● The task
Go through the data line by line and count the lines that hold "family". Reply with the total only.

Collected data entries:

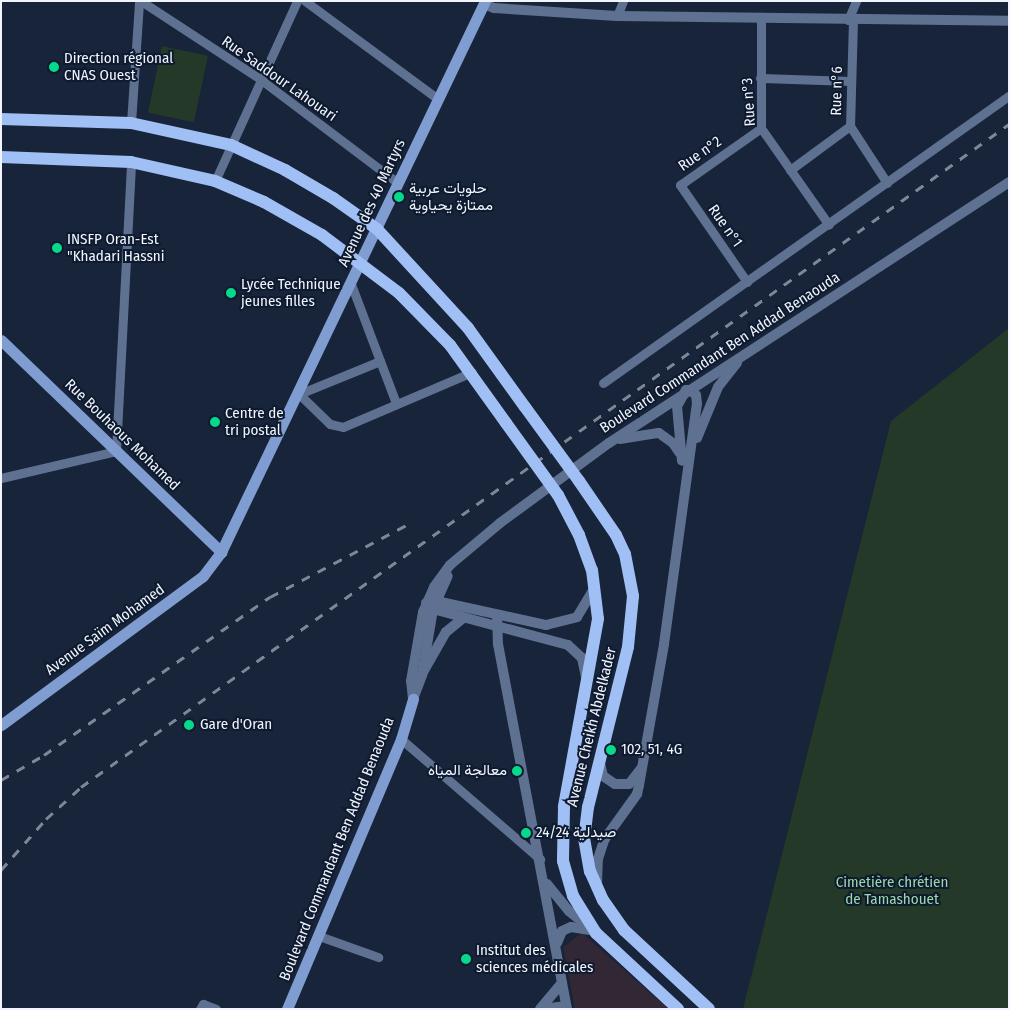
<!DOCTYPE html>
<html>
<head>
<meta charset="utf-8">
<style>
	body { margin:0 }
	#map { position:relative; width:1010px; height:1010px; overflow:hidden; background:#172439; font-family:"Fira Sans Condensed",Vazirmatn,sans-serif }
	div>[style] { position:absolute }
	.medical>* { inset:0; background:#312735 }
	.green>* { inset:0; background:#243928; transform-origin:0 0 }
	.minor>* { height:9px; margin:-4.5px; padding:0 4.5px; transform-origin:4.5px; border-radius:4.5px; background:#5f7191 }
	.tertiary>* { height:10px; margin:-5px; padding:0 5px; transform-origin:5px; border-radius:5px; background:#5f7191 }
	.secondary>* { height:11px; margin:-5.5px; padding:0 5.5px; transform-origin:5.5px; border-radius:5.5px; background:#7f9dd0 }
	.primary>* { height:12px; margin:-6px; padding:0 6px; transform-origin:6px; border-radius:6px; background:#a0bff4 }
	.rail>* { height:3px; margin-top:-1.5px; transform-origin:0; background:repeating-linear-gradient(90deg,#7d8796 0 9px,transparent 0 18px) }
	.primary-bridge>* { height:12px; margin:-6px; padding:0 6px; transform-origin:6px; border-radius:6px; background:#a0bff4 }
	.dots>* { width:14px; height:14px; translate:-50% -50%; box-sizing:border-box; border:2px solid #0e1a2f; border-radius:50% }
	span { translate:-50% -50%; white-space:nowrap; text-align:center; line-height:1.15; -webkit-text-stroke:4px #0e1a2f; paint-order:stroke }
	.poi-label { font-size:15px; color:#f0f5fe }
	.left { translate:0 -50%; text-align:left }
	.right { translate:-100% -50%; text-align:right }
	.street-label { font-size:15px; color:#f0f5fe }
	.park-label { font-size:15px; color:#9cd8a7 }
	.frame { position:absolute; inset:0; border:2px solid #f0f5fe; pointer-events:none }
</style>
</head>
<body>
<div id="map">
	<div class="medical">
		<div style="clip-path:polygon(582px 933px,669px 1009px,575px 1009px,563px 947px)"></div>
	</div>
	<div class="green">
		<div style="left:162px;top:46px;width:47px;height:68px;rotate:12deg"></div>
		<div style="clip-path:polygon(1009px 328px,1009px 1009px,743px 1009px,891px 421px)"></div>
	</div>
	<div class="minor">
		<div style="left:141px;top:1px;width:142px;rotate:33.2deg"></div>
		<div style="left:260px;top:79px;width:173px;rotate:37deg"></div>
		<div style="left:305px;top:1px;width:165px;rotate:36.4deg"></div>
		<div style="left:617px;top:16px;width:16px;rotate:-68deg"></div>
		<div style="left:761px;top:17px;width:111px;rotate:90deg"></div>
		<div style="left:761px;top:128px;width:118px;rotate:55deg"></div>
		<div style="left:848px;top:20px;width:21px;rotate:-67deg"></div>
		<div style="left:853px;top:20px;width:106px;rotate:91.6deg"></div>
		<div style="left:850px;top:126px;width:68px;rotate:57deg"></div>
		<div style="left:760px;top:78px;width:91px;rotate:1.9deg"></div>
		<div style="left:131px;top:123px;width:122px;rotate:-86.2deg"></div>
		<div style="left:790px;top:170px;width:74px;rotate:-36.3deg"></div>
		<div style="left:215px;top:181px;width:198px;rotate:-65.5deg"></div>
		<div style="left:747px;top:282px;width:118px;rotate:-124.6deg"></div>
		<div style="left:680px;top:185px;width:99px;rotate:-35.1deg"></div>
		<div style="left:351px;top:284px;width:127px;rotate:69.3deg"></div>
		<div style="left:380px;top:361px;width:87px;rotate:157.8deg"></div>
		<div style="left:299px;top:394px;width:43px;rotate:44.1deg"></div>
		<div style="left:330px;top:424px;width:13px;rotate:13deg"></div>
		<div style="left:343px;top:427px;width:140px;rotate:-23.1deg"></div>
		<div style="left:603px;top:383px;width:497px;rotate:-35.3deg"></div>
		<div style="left:1px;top:478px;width:118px;rotate:-13.2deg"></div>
		<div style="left:116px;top:451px;width:289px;rotate:-87deg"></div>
		<div style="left:401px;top:739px;width:184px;rotate:40.8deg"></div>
		<div style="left:319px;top:936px;width:63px;rotate:19.6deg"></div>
		<div style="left:200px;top:1009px;width:6px;rotate:-59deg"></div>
		<div style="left:203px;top:1004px;width:14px;rotate:21deg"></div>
	</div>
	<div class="tertiary">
		<div style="left:484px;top:4px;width:11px;rotate:22deg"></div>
		<div style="left:494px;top:8px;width:123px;rotate:3.7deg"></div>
		<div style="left:617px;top:16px;width:392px;rotate:0.7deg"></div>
		<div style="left:697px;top:438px;width:55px;rotate:-67.6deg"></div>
		<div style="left:718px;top:387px;width:31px;rotate:-52deg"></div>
		<div style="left:620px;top:439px;width:39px;rotate:-9deg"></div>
		<div style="left:659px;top:433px;width:17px;rotate:36deg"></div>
		<div style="left:673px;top:443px;width:11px;rotate:56deg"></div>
		<div style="left:497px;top:616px;width:28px;rotate:88deg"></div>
		<div style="left:498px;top:644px;width:371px;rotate:79.3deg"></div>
		<div style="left:422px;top:674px;width:48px;rotate:-60.3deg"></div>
		<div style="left:446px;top:632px;width:22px;rotate:-39deg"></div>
		<div style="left:586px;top:677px;width:19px;rotate:-102deg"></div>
		<div style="left:582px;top:658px;width:19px;rotate:-137deg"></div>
		<div style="left:568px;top:645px;width:140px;rotate:-165.1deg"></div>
		<div style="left:433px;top:609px;width:9px;rotate:-139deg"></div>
		<div style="left:426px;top:603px;width:10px;rotate:-11deg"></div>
		<div style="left:436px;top:601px;width:113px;rotate:12.3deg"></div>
		<div style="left:546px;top:625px;width:32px;rotate:-14deg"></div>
		<div style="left:577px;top:617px;width:35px;rotate:-59deg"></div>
		<div style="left:413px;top:699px;width:18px;rotate:-96deg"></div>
		<div style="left:411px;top:681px;width:70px;rotate:-80.1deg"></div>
		<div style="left:423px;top:612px;width:27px;rotate:-66deg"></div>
		<div style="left:434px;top:587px;width:27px;rotate:-54deg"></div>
		<div style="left:450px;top:565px;width:65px;rotate:-40deg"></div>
		<div style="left:500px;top:523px;width:135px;rotate:-36.3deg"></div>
		<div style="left:609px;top:443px;width:478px;rotate:-33.1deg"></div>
		<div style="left:413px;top:699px;width:26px;rotate:-69deg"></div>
		<div style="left:422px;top:675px;width:67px;rotate:-80.5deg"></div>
		<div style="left:433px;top:609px;width:36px;rotate:-66deg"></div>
		<div style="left:600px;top:763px;width:13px;rotate:77deg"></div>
		<div style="left:603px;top:776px;width:14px;rotate:34deg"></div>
		<div style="left:615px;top:784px;width:14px"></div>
		<div style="left:629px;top:784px;width:18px;rotate:-52deg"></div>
		<div style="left:547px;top:884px;width:35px;rotate:51deg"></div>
		<div style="left:569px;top:911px;width:28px;rotate:39deg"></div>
		<div style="left:597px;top:884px;width:25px;rotate:-88deg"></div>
		<div style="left:598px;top:859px;width:20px;rotate:-72deg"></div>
		<div style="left:604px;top:840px;width:57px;rotate:-54.3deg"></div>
		<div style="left:637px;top:794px;width:9px;rotate:-77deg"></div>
		<div style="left:639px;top:785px;width:143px;rotate:-79.9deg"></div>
		<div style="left:664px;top:644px;width:242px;rotate:-82.2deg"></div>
		<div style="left:697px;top:404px;width:9px;rotate:-96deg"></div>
		<div style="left:696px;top:395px;width:8px;rotate:-140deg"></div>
		<div style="left:690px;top:390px;width:4px;rotate:180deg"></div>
		<div style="left:686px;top:390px;width:18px;rotate:119deg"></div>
		<div style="left:677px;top:406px;width:55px;rotate:84.8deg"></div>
		<div style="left:557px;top:943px;width:13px;rotate:-67deg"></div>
		<div style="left:562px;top:931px;width:10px;rotate:-24deg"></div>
		<div style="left:571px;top:927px;width:19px;rotate:9deg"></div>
		<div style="left:540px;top:1009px;width:34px;rotate:-50deg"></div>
		<div style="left:542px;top:1009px;width:24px;rotate:-7deg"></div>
	</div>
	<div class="secondary">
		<div style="left:1px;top:340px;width:306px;rotate:43.9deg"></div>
		<div style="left:1px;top:725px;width:251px;rotate:-36.4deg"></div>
		<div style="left:203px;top:576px;width:30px;rotate:-53deg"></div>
		<div style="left:221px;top:552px;width:611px;rotate:-64.4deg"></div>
		<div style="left:287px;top:1009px;width:293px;rotate:-67.1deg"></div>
		<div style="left:401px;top:739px;width:42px;rotate:-73.3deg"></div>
	</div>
	<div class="primary">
		<div style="left:1px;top:119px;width:130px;rotate:1.8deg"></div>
		<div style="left:131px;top:123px;width:102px;rotate:12.4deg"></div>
		<div style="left:231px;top:145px;width:60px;rotate:24.8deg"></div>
		<div style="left:285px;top:170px;width:56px;rotate:30.3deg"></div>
		<div style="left:333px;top:198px;width:54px;rotate:35.2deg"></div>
		<div style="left:377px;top:229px;width:134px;rotate:47.4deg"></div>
		<div style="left:468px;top:328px;width:97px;rotate:54.2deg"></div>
		<div style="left:1px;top:157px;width:130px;rotate:2.2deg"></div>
		<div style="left:131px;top:162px;width:86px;rotate:12.7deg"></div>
		<div style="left:215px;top:181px;width:53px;rotate:23.2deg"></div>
		<div style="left:264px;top:202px;width:67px;rotate:29.6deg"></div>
		<div style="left:322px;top:235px;width:96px;rotate:37deg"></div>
		<div style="left:399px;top:293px;width:73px;rotate:45.6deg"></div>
		<div style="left:450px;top:345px;width:96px;rotate:54.3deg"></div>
		<div style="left:579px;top:481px;width:65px;rotate:55.6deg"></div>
		<div style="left:616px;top:535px;width:21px;rotate:65deg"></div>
		<div style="left:625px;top:554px;width:43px;rotate:79.2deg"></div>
		<div style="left:633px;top:596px;width:51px;rotate:95.6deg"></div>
		<div style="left:628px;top:647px;width:165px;rotate:104deg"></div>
		<div style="left:588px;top:807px;width:31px;rotate:97deg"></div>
		<div style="left:584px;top:838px;width:34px;rotate:80deg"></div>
		<div style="left:590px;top:871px;width:32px;rotate:66deg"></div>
		<div style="left:603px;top:900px;width:37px;rotate:55deg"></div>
		<div style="left:624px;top:930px;width:116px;rotate:42.9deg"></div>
		<div style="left:558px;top:495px;width:45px;rotate:62.3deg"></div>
		<div style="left:579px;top:535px;width:37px;rotate:70deg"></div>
		<div style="left:592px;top:570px;width:49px;rotate:83deg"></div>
		<div style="left:598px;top:619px;width:191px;rotate:100.3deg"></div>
		<div style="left:564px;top:807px;width:54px;rotate:91.1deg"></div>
		<div style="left:563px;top:861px;width:36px;rotate:74deg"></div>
		<div style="left:573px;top:896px;width:44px;rotate:58.1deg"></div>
		<div style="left:596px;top:933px;width:112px;rotate:42.8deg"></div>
	</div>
	<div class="rail">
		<div style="left:1px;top:780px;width:50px;rotate:-30.2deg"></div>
		<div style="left:44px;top:755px;width:276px;rotate:-35deg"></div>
		<div style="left:270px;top:597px;width:161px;rotate:-27.8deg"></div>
		<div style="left:1px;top:870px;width:68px;rotate:-48.6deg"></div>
		<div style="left:46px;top:819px;width:47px;rotate:-42.4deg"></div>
		<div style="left:81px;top:787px;width:1141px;rotate:-35.54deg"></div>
	</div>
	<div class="primary-bridge">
		<div style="left:525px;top:407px;width:92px;rotate:53.9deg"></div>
		<div style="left:506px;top:423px;width:89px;rotate:54.2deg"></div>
	</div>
	<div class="dots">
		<div style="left:54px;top:67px;background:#06d98b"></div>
		<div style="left:399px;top:197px;background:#06d98b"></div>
		<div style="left:57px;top:248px;background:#06d98b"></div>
		<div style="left:231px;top:293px;background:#06d98b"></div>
		<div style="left:215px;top:422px;background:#06d98b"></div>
		<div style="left:189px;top:725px;background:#06d98b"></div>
		<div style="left:611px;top:750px;background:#06d98b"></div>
		<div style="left:517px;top:771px;background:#06d98b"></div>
		<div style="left:526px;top:833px;background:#06d98b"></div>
		<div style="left:466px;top:959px;background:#06d98b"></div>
	</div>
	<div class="poi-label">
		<span class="left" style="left:64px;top:67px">Direction régional<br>CNAS Ouest</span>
		<span class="left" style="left:409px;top:197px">حلويات عربية<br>ممتازة يحياوية</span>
		<span class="left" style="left:67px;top:248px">INSFP Oran-Est<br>"Khadari Hassni</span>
		<span class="left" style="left:241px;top:293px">Lycée Technique<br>jeunes filles</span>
		<span class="left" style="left:225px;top:422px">Centre de<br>tri postal</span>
		<span class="left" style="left:200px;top:725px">Gare d'Oran</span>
		<span class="left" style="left:621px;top:750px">102, 51, 4G</span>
		<span class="right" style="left:507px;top:771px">معالجة المياه</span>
		<span class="left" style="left:536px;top:833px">صيدلية 24/24</span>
		<span class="left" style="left:476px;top:959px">Institut des<br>sciences médicales</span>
	</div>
	<div class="street-label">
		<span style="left:279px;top:79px;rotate:35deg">Rue Saddour Lahouari</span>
		<span style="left:837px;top:91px;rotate:-89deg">Rue n°6</span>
		<span style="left:749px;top:102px;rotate:-94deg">Rue n°3</span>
		<span style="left:700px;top:154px;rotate:-35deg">Rue n°2</span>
		<span style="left:372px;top:203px;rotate:-65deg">Avenue des 40 Martyrs</span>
		<span style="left:725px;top:226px;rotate:55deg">Rue n°1</span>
		<span style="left:720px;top:353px;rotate:-33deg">Boulevard Commandant Ben Addad Benaouda</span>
		<span style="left:122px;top:435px;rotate:44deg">Rue Bouhaous Mohamed</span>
		<span style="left:105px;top:630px;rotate:-36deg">Avenue Saïm Mohamed</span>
		<span style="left:592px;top:727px;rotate:-76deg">Avenue Cheikh Abdelkader</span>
		<span style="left:337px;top:849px;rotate:-68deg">Boulevard Commandant Ben Addad Benaouda</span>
	</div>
	<div class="park-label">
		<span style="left:892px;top:891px">Cimetière chrétien<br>de Tamashouet</span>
	</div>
	<div class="frame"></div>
</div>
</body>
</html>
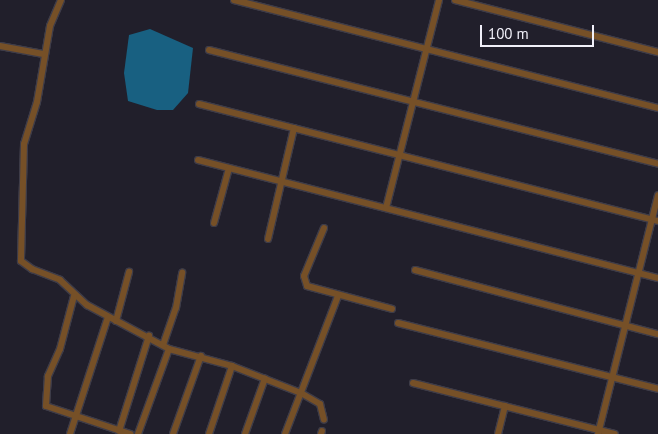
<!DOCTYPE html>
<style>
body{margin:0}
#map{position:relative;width:658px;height:434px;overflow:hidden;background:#211f2b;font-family:"PT Sans",sans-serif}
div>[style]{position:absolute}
.water>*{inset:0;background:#186081}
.roads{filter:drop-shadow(1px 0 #3e3c48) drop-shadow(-1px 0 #3e3c48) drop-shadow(0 1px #3e3c48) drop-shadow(0 -1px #3e3c48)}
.minor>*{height:6px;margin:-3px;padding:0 3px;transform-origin:3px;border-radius:3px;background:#765027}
span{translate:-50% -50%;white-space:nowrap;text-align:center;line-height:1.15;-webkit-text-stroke:4.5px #211f2b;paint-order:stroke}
.scale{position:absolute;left:480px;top:25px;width:114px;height:22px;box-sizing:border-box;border:2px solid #f1f0f9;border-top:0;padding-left:6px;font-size:15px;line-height:18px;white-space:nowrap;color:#f1f0f9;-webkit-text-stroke:4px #211f2b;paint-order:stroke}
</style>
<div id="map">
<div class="water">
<i style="clip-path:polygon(150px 29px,193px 48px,188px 93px,173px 110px,157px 110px,128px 101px,124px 73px,129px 35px)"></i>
</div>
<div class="roads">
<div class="minor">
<i style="left:61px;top:0;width:28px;rotate:113deg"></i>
<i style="left:50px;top:26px;width:77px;rotate:99.7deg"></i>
<i style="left:37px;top:102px;width:44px;rotate:107.2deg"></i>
<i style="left:24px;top:144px;width:117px;rotate:91.5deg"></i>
<i style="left:21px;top:261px;width:14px;rotate:36deg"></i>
<i style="left:32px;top:269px;width:30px;rotate:21deg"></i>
<i style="left:60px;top:280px;width:37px;rotate:43deg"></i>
<i style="left:87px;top:305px;width:93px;rotate:28.2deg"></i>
<i style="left:169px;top:349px;width:65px;rotate:15.1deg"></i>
<i style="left:232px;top:366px;width:74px;rotate:21.4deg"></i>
<i style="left:301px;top:393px;width:22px;rotate:30deg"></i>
<i style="left:320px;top:404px;width:16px;rotate:76deg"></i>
<i style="left:234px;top:0;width:438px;rotate:14.3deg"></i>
<i style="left:455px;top:0;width:210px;rotate:14.4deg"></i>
<i style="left:0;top:46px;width:44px;rotate:10.5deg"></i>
<i style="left:209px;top:50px;width:463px;rotate:14.2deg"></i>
<i style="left:199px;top:104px;width:474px;rotate:14.3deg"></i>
<i style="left:198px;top:160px;width:475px;rotate:14.4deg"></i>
<i style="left:386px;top:208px;width:215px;rotate:-75.7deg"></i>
<i style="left:214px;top:223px;width:57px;rotate:-74.7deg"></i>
<i style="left:324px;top:228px;width:52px;rotate:112.6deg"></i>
<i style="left:304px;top:276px;width:10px;rotate:73deg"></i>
<i style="left:307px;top:286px;width:88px;rotate:15.1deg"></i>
<i style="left:268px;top:239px;width:114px;rotate:-76.8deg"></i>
<i style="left:415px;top:270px;width:251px;rotate:14.8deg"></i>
<i style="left:74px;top:296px;width:55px;rotate:104.8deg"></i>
<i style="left:60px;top:349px;width:30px;rotate:114deg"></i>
<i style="left:48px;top:376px;width:30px;rotate:94deg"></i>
<i style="left:46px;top:406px;width:89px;rotate:18.4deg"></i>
<i style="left:116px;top:321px;width:51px;rotate:-75.1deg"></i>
<i style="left:398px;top:323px;width:268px;rotate:14.2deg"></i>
<i style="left:163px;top:345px;width:39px;rotate:-71deg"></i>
<i style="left:176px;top:308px;width:36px;rotate:-80deg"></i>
<i style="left:413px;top:383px;width:208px;rotate:14.2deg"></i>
<i style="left:119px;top:431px;width:100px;rotate:-72.5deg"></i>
<i style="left:70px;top:434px;width:123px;rotate:-72deg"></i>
<i style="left:138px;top:434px;width:90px;rotate:-70deg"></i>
<i style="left:173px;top:434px;width:83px;rotate:-70.3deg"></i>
<i style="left:209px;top:434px;width:72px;rotate:-71.3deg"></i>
<i style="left:245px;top:434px;width:59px;rotate:-70.3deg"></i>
<i style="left:285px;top:434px;width:148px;rotate:-69deg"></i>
<i style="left:321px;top:434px;width:3px;rotate:-72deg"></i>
<i style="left:498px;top:434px;width:29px;rotate:-76deg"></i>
<i style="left:598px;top:434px;width:246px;rotate:-75.9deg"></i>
</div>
</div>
<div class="scale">100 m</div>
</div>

● Expected answer
2